It should also be pointed out that, although Iran supports Hezbollah and Hamas, it has encouraged and funded neither to do outrageous things against Israel. There has been no mass attack, no rolling waves of suicide bombs. There have been homemade rockets from Hamas, and a defence of Lebanon from Hezbollah. In short, the policy seems to have been one of violent harassment and damage, not of destruction.

The deep reason for Israeli antipathy towards Iran is to do with a balance of power fuelled by nuclear weapons. And this is exactly the reason for Saudi Arabia’s antipathy towards Iran. Quite apart from the vaunted Sunni-Shi’a division, there is a simple question of power politics and regional hegemony.

Antipathy between Saudi Arabia and Iran

That the two states are Sunni and Shi’a is true, and this has a bearing on their often volatile relationship, but is not a sole determinant. Certainly Iran was furious that Saudi Arabia supported and funded Saddam Hussein’s invasion of Iran, using among other things chemical weapons. However, during the Presidency of Mohammad Khatami, Iran made huge efforts to establish a rapprochement with the Saudi state and the two signed a security pact in 2001.

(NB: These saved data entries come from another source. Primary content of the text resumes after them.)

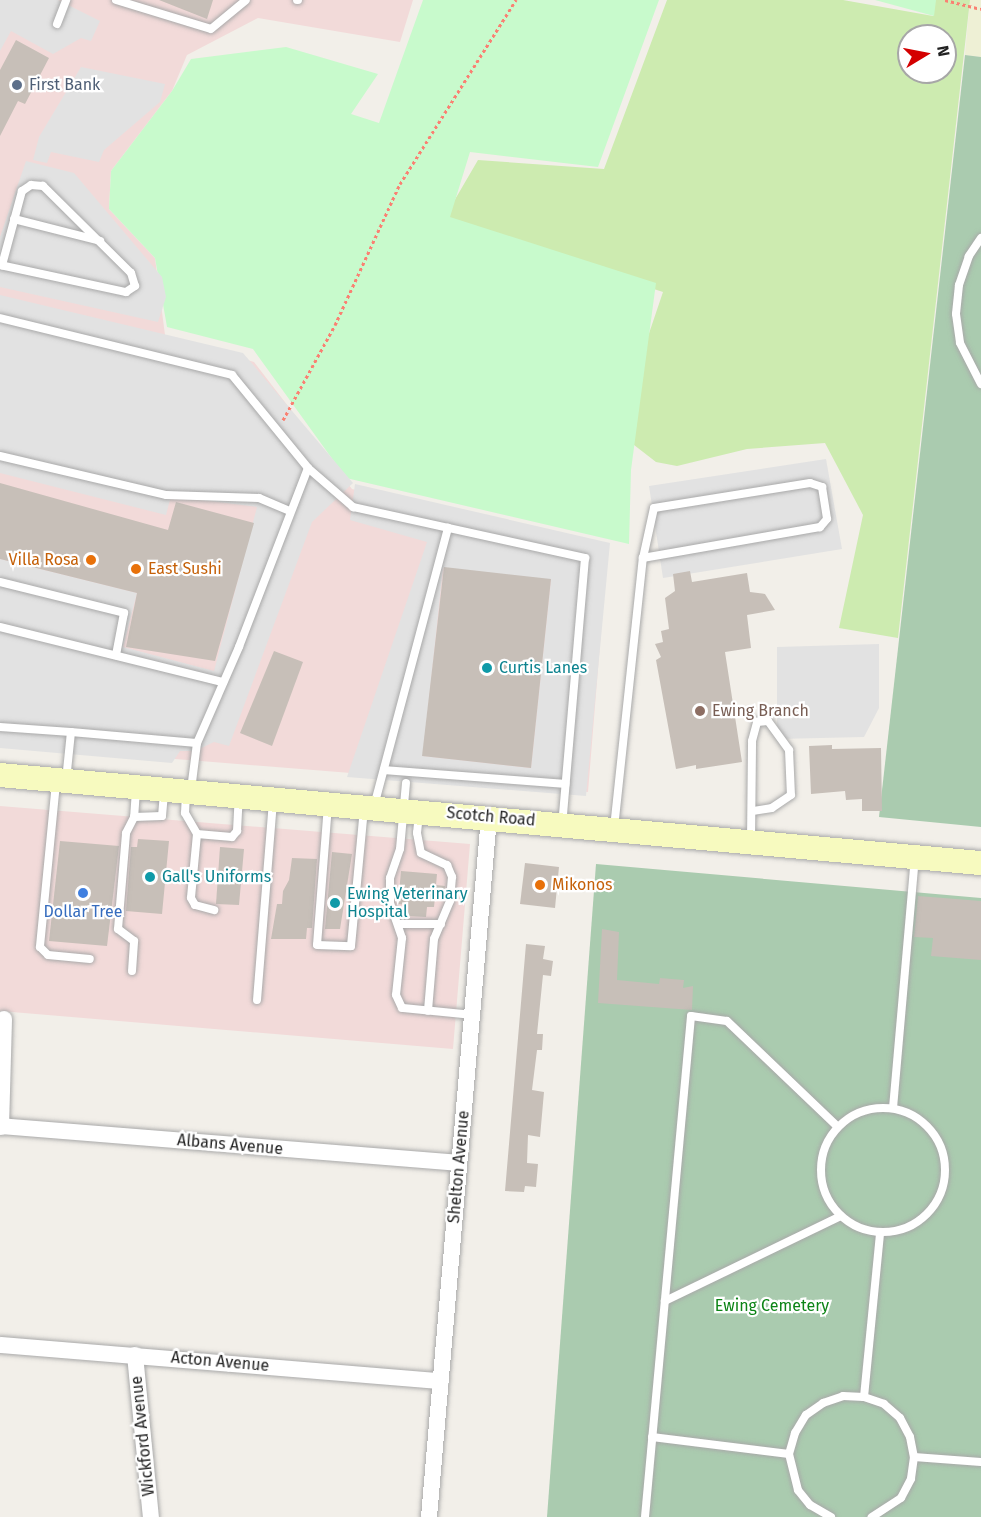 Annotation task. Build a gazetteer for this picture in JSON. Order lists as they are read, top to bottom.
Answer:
{
  "streets": {
    "main road": ["Scotch Road"],
    "street": [
      "Albans Avenue",
      "Shelton Avenue",
      "Acton Avenue",
      "Wickford Avenue"
    ]
  },
  "crossings": [
    ["Scotch Road", "Shelton Avenue"],
    ["Albans Avenue", "Shelton Avenue"],
    ["Shelton Avenue", "Acton Avenue"],
    ["Acton Avenue", "Wickford Avenue"]
  ],
  "parks": ["Ewing Cemetery"],
  "places": [
    "First Bank",
    "Villa Rosa",
    "East Sushi",
    "Curtis Lanes",
    "Ewing Branch",
    "Gall's Uniforms",
    "Mikonos",
    "Dollar Tree",
    "Ewing Veterinary Hospital"
  ],
  "north": "right"
} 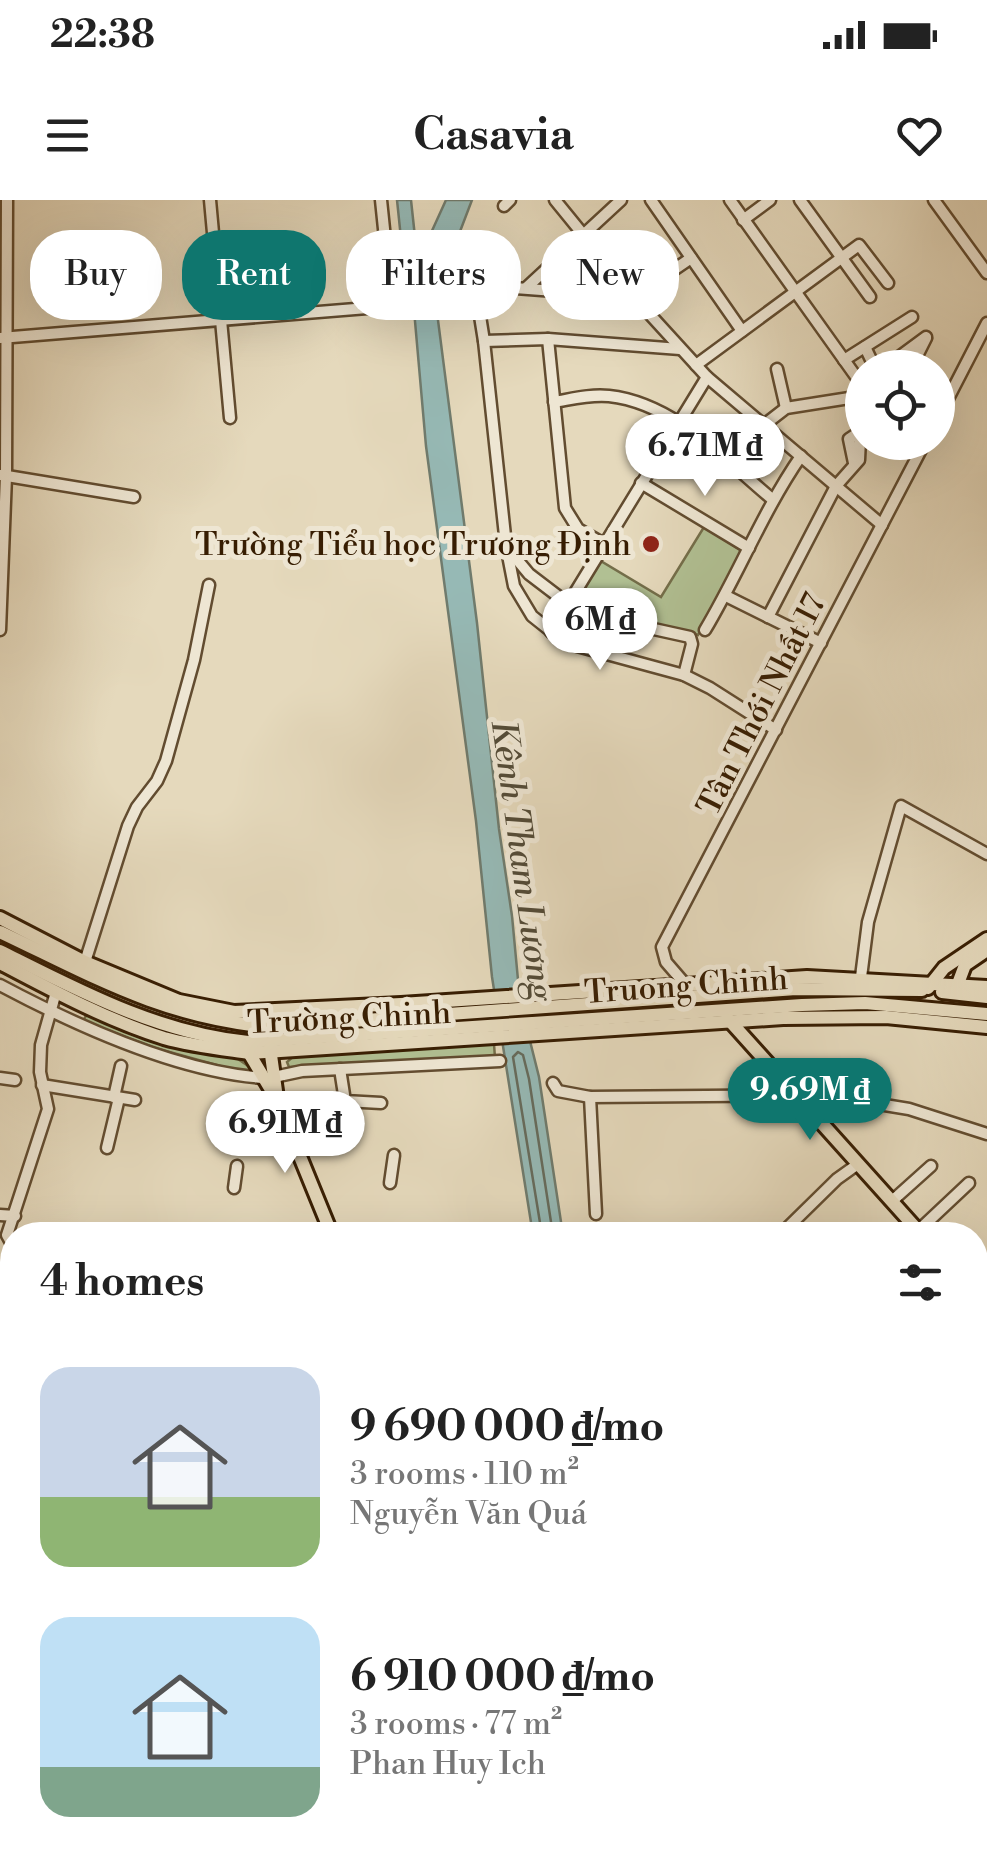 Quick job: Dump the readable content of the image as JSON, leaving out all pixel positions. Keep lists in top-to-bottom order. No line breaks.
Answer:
{"streets":{"main road":["Truong Chinh","Trường Chinh"],"street":["Tân Thới Nhất 17"]},"crossings":[["Truong Chinh","Trường Chinh"]],"water":["Kênh Tham Lương"],"places":["Trường Tiểu học Trương Định"],"page":{"status":"22:38","header":"Casavia","chip":["Buy","Rent","Filters","New"],"price":["6.71M ₫","6M ₫","9.69M ₫","6.91M ₫"],"heading":"4 homes","list":[{"name":"9 690 000 ₫/mo","note":"3 rooms · 110 m² · Nguyễn Văn Quá"},{"name":"6 910 000 ₫/mo","note":"3 rooms · 77 m² · Phan Huy Ich"}]}}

However, the US-led invasion of Iraq in 2003 was a huge turning point. Regime change led to the unintended, or under-estimated consequence of empowering the Shi’a majority in a country previously led by a Sunni despot. It meant an Iraqi tilt towards Iran and, instantly, the region’s balance of power was destroyed. Thereafter, the Saudis saw Iranian plots everywhere – for instance, in the Arab Spring in Bahrain, where many protesters were Shi’a (in a Shi’a majority country), and which was suppressed with Saudi military help – but, before then, Saudi and US antipathy to the rhetoric of President Ahmedinejad saw the creation of a hostility which has lasted through the Arab Spring to this day.

The US-led 2013 agreement with Tehran to limit the Iranian nuclear programme, even under the moderate government of Hassan Rouhani, and even with moderates dominating the Iranian Parliament from early 2016, has not been enough to placate the Saudis. The two states back opposing sides in the Syrian war – and, in any case, Saudi Arabia never had its own nuclear weapons in the regional balance of power; it had a US nuclear umbrella instead so, in that sense, could be said to be way ahead of the Iranians in final-status muscle. There is something to be said, which has been almost fully under-estimated by commentators, and that is Tehran’s relative modernisation of its social freedoms – despite a religious policing of sometimes hugely rigorous dimensions – and overall modernisation of society, a society not dependent on imported labour as in Saudi Arabia, and thus without those kinds of internal pressures that come from alien populations within. And Iranian women can drive cars. Simply put, despite the seeming monolithic nature of the House of Saud, Iran may simply be the more stable and progressive society – and comes with a far greater cultural heritage and historical glitter than the descendants of desert tribesmen and cattle raiders. The balance of power may not fully hide a balance of perceptions and self-perceptions. For the Israelis, however, the balance of power is huge and is militarily demarcated and measured.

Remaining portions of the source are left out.